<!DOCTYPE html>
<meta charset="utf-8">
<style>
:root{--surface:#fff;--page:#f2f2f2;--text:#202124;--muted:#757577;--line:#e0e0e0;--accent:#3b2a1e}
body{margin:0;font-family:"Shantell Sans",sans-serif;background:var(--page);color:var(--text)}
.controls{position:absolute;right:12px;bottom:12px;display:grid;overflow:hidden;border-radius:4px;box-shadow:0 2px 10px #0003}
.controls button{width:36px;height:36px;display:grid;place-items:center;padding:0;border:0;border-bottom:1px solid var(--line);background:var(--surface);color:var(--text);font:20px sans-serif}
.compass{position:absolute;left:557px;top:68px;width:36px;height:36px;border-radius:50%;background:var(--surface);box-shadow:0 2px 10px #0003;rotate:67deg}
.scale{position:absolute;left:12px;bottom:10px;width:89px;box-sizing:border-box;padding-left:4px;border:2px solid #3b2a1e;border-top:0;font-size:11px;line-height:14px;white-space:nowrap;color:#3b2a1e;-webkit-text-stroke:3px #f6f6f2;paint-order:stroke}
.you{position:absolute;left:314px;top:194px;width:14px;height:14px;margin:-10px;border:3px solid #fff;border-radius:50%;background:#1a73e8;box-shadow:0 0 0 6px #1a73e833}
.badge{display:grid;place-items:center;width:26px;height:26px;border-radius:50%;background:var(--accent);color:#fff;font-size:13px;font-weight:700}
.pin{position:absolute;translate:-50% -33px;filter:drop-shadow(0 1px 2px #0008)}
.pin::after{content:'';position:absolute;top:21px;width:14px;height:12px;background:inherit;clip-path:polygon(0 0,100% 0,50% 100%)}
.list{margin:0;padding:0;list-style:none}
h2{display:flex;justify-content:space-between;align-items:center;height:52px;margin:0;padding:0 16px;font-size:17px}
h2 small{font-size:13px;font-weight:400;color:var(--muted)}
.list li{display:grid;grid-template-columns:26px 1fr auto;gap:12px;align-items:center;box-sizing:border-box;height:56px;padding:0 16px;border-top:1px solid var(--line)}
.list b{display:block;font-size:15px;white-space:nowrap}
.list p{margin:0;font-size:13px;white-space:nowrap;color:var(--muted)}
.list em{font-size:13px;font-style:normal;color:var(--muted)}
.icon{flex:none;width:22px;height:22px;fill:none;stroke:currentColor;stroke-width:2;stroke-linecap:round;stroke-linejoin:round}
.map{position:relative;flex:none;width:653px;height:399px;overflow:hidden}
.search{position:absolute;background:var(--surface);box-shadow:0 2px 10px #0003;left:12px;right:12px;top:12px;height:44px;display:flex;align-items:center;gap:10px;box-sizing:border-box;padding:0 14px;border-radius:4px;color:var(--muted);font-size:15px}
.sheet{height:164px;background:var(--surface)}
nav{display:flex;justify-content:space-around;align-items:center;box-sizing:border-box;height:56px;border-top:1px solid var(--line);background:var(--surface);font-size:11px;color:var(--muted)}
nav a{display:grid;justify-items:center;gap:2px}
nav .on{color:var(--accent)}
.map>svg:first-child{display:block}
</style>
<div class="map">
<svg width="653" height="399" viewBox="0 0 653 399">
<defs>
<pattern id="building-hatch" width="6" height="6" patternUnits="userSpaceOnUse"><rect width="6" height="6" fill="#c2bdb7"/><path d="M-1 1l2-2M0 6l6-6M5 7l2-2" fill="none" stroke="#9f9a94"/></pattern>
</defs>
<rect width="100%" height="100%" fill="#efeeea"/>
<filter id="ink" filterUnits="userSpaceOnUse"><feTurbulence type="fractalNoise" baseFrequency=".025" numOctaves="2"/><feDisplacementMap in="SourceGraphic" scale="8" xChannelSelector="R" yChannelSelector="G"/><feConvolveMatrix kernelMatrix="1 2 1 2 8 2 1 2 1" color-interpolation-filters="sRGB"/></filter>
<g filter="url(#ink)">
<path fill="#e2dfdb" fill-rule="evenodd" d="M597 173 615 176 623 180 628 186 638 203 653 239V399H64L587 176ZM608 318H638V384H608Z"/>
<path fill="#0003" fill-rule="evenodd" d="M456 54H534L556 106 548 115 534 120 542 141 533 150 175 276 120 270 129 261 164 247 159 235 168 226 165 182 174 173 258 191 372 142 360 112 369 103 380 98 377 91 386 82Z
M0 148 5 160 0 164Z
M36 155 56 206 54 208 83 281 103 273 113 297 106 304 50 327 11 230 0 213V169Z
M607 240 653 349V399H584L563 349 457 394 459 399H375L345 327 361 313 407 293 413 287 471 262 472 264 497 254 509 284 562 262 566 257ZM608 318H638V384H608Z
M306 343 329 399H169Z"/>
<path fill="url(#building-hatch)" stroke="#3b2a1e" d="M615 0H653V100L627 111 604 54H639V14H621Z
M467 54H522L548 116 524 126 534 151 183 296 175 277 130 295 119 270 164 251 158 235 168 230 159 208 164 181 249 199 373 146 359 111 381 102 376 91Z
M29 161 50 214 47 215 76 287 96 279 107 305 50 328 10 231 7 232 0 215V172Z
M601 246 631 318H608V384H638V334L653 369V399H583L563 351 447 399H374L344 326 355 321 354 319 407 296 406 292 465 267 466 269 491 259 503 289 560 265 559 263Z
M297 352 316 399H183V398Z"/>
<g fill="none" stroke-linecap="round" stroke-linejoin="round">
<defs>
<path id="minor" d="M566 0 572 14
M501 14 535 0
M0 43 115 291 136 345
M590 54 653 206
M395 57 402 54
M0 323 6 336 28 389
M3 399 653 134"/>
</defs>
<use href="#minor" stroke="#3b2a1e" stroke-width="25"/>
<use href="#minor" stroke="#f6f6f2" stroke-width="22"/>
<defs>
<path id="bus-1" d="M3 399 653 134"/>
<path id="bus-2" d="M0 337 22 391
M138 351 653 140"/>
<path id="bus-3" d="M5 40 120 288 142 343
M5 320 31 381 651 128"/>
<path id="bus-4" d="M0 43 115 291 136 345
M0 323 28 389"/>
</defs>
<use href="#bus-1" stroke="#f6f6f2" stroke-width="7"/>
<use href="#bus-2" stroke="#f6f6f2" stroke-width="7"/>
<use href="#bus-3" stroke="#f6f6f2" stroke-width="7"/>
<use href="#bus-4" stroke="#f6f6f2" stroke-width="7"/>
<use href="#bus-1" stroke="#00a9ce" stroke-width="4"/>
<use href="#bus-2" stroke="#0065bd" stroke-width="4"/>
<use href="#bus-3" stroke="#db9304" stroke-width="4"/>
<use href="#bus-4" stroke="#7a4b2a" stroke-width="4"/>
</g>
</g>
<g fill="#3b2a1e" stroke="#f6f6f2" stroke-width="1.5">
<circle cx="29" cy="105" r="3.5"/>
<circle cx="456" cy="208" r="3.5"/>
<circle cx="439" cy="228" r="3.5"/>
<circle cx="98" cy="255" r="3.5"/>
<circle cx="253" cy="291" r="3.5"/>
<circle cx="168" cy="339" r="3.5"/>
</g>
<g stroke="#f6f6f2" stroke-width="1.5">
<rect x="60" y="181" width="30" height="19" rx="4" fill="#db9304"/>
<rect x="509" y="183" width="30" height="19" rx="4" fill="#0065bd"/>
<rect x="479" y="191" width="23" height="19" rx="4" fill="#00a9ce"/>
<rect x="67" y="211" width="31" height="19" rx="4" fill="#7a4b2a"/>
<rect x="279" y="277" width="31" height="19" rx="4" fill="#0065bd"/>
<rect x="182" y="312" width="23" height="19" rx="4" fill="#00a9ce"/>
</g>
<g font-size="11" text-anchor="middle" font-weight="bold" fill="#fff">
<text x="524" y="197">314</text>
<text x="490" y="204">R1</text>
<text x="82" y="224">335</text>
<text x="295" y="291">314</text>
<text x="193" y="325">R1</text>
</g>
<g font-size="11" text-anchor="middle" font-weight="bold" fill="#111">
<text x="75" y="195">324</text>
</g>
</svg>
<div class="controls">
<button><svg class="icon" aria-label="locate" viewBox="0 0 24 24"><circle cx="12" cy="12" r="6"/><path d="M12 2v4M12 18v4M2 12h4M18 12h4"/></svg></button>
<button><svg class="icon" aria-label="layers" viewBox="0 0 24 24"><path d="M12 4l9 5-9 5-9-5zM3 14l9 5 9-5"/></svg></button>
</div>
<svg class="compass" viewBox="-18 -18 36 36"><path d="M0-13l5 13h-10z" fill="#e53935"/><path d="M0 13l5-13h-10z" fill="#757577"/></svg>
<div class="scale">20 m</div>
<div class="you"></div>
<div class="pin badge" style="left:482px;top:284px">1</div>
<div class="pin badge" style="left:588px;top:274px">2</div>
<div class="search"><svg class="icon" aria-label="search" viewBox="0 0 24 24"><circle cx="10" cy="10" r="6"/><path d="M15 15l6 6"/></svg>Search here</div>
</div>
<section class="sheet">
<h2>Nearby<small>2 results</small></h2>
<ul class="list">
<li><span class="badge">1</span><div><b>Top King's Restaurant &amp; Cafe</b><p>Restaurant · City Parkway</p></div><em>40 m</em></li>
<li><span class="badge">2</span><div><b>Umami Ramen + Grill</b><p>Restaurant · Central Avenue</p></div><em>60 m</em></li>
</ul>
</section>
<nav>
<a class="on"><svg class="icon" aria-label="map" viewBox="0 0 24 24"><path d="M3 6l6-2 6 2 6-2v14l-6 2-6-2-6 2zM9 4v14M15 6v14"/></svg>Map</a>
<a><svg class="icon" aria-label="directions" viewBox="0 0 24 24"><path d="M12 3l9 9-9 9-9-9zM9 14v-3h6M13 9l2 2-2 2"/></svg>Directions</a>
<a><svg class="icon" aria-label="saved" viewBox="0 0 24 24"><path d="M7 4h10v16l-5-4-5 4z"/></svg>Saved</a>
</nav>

============================================================

**Exercise aim:** The lines above that hold the word "linecap" are the ones to copy.

**Answer to this problem:**
.icon{flex:none;width:22px;height:22px;fill:none;stroke:currentColor;stroke-width:2;stroke-linecap:round;stroke-linejoin:round}
<g fill="none" stroke-linecap="round" stroke-linejoin="round">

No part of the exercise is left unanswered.